::: Dataset content :::

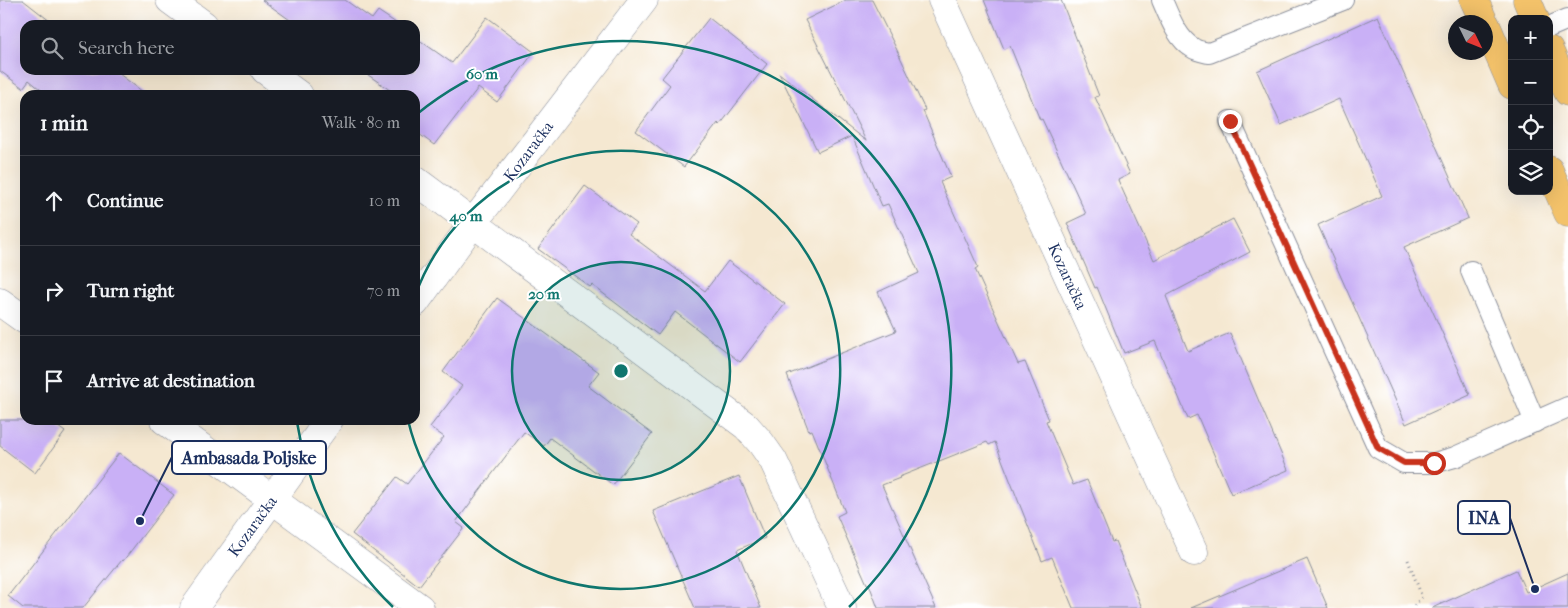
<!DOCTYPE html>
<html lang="en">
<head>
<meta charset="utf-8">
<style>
  body { margin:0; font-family:"IM FELL French Canon",serif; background:#20242c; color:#f1f3f6 }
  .controls { position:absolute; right:15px; top:15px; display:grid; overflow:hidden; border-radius:10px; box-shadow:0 5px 20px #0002 }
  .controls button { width:45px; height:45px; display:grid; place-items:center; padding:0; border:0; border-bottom:1px solid #363941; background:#171b24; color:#f1f3f6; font:25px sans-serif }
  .compass { position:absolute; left:1448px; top:15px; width:45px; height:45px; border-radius:50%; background:#171b24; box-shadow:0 5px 20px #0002; rotate:133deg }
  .stop { position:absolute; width:15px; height:15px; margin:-11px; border:4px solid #c8321e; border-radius:50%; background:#fff }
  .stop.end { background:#c8321e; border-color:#fff; box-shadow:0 1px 5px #0008 }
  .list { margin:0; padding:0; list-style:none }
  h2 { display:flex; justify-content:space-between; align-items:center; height:65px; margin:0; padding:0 20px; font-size:21px }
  h2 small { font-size:16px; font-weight:400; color:#9ea1a6 }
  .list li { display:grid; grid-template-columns:32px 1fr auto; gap:15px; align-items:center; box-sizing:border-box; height:90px; padding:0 20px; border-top:1px solid #363941 }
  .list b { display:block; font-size:19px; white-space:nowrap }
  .list em { font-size:16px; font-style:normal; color:#9ea1a6 }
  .icon { flex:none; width:28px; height:28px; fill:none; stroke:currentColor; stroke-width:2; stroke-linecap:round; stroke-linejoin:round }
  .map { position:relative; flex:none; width:1568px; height:608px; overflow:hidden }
  .search { position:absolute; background:#171b24; box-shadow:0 5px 20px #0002; left:20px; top:20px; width:400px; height:55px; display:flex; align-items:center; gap:12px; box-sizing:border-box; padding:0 18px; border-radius:15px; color:#9ea1a6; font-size:19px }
  .panel { position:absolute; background:#171b24; box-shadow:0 5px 20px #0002; left:20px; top:90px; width:400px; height:335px; border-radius:15px }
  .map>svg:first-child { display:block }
</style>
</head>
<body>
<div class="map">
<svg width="1568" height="608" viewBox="0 0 1568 608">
  <rect width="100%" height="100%" fill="#fff"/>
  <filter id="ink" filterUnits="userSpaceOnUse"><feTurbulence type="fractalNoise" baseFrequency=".02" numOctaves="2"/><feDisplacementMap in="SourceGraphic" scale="10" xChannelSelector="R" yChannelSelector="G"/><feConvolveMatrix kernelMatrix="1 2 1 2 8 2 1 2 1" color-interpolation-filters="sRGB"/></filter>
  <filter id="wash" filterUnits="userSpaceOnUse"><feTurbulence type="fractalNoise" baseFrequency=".0096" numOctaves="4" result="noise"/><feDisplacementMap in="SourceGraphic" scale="20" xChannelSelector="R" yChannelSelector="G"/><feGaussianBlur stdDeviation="1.12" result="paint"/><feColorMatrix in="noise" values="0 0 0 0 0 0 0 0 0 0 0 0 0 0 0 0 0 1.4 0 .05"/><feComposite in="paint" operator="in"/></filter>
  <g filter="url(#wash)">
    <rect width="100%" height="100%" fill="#f5e8d1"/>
    <g id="blocks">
      <g fill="#c9b0f6">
        <polygon points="0,0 23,0 55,25 25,25 25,70 114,70 147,95 47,95 29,80 23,88 0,71"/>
        <polygon points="262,0 345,0 372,19 378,11 399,25 297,25"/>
        <polygon points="846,0 872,0 895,46 925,110 923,111 951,177 940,182 978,267 975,269 1018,364 1025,362 1049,420 1046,421 1073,485 1087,480 1112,542 1115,541 1142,608 1073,608 1052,557 1042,561 995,442 989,445 987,442 899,477 900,478 882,485 936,608 878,608 869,584 867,584 837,516 845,512 812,430 809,431 787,375 896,331 878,292 919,273 888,204 882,206 852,136 818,152 779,73 866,141 805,20"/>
        <polygon points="984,0 1061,0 1099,96 1095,97 1130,174 1118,180 1154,260 1233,219 1250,252 1166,296 1188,351 1230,333 1288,470 1231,494 1197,415 1188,419 1155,341 1124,353 1097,287 1095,288 1067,223 1086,214 1042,119 1040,120 1010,46 1004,49"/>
        <polygon points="1378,16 1468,218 1404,247 1470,395 1406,424 1318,225 1382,196 1339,99 1281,125 1257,71"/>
        <polygon points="487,17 534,52 497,102 478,88 434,145 415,131 415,95 397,95 361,70 415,70 415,37 452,63"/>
        <polygon points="709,18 767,64 720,125 718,123 684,167 636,131 670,85 662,78"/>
        <polygon points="585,186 637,224 629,234 705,291 728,261 785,304 740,362 675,312 658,335 592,285 590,287 538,249"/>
        <polygon points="497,298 599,372 588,386 652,434 613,485 550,438 544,446 524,432 456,522 464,528 419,586 352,534 397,477 407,484 444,437 430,427 462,386 443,372"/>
        <polygon points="0,420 49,420 65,432 35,473 0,446"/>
        <polygon points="119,453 174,495 123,561 122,560 83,608 23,608 8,596"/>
        <polygon points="739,476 765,538 737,550 761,608 695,608 653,511"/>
        <polygon points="1307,559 1328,608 1191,608"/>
        <polygon points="1516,570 1526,592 1568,573 1568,608 1432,608"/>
      </g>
    </g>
  </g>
  <g filter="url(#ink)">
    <use href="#blocks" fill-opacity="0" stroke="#888c98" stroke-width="1"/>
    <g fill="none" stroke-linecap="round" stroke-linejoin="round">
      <defs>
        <g id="service">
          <path d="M1162 0C1169 16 1177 39 1193 48 1197 51 1204 52 1209 53L1343 0"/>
          <polyline points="1549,27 1568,19"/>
          <polyline points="1230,121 1378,448 1404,463 1434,463 1455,457 1568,407"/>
          <polyline points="1471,271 1535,422"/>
        </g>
        <g id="minor">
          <polyline points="170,0 204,25"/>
          <polyline points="942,0 1194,552"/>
          <polyline points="265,70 299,95"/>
          <polyline points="415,180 746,426 761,443 773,460 842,608"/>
          <polyline points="0,302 25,320"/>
          <polyline points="415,303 473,223 644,0"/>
          <polyline points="164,420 420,608"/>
          <polyline points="194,608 329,420"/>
        </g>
        <g id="primary">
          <polyline points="1474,0 1484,22"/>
          <polyline points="1527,0 1535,19"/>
          <polyline points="1486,25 1512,85"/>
          <polyline points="1549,50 1568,92"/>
          <polyline points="1549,170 1568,213"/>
        </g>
      </defs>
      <use href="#service" stroke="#888c98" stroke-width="22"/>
      <use href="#minor" stroke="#888c98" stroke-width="29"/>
      <use href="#primary" stroke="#888c98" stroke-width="29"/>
      <polyline stroke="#888c98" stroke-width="3" stroke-dasharray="1 4" stroke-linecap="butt" points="1408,560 1422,597 1412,608"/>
      <use href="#service" stroke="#fff" stroke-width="20"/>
      <use href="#minor" stroke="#fff" stroke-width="28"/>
      <use href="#primary" stroke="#f3c26a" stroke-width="28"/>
    </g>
  </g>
  <g fill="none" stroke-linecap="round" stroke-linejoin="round" filter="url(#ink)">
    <polyline stroke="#c8321e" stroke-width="6" points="1230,121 1378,448 1404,463 1434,463"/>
  </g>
  <circle cx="621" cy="371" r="109" fill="#0f766e" fill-opacity=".12"/>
  <g fill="none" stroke="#0f766e" stroke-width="2.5">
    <circle cx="621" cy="371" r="109"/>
    <path d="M415 296A219 219 0 1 1 408 420"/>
    <path d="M393 607A328 328 0 0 1 297 422M417 114A328 328 0 0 1 849 607"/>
  </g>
  <g text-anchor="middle" stroke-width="4" stroke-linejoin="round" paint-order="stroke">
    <g font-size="16" fill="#1b2f5e" stroke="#fff">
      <text transform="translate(528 151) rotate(-53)" y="6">Kozaračka</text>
      <text transform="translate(1068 276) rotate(65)" y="6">Kozaračka</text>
      <text transform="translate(252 526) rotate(-54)" y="6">Kozaračka</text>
    </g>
  </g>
  <circle cx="621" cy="371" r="8" fill="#0f766e" stroke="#fff" stroke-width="2.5"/>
  <g font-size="15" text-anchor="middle" font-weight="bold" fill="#0f766e" stroke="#fff" stroke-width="4" stroke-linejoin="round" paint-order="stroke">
    <text x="482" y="79">60 m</text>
    <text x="466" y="221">40 m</text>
    <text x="544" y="299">20 m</text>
  </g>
  <path fill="none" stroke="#1b2f5e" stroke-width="2" d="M140 521L172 457M1535 589L1510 518"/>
  <g fill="#1b2f5e" stroke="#fff" stroke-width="2">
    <circle cx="140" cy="521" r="5"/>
    <circle cx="1535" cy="589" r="5"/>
  </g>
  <g fill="#fff" stroke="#1b2f5e" stroke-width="2">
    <rect x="172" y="441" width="154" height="33" rx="5"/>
    <rect x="1458" y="501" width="52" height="33" rx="5"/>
  </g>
  <g font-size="18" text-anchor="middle" font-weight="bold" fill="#1b2f5e">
    <text x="249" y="464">Ambasada Poljske</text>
    <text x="1484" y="524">INA</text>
  </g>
</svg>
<div class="controls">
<button>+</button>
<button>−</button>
<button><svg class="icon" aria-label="locate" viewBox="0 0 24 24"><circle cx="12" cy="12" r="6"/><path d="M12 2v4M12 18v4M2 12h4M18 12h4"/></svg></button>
<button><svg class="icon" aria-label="layers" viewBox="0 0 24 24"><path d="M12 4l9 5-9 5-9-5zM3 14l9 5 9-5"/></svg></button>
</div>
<svg class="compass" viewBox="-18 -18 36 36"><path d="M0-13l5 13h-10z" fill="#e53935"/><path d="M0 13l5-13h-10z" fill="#9ea1a6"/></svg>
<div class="stop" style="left:1434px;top:463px"></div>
<div class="stop end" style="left:1230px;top:121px"></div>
<div class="search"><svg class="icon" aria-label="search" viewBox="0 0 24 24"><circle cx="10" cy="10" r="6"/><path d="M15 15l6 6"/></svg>Search here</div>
<section class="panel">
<h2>1 min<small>Walk · 80 m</small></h2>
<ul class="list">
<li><svg class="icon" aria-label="ahead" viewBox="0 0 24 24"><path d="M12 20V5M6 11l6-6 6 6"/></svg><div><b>Continue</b></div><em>10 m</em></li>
<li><svg class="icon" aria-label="right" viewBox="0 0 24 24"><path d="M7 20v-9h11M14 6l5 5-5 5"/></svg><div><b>Turn right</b></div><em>70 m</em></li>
<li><svg class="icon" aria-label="arrive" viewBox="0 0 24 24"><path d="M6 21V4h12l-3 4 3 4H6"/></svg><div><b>Arrive at destination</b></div></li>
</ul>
</section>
</div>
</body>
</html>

:::

[What you will do]
In the data above, tally the lines that contain the string "grid" and give that figure alone.

[The completed task]
3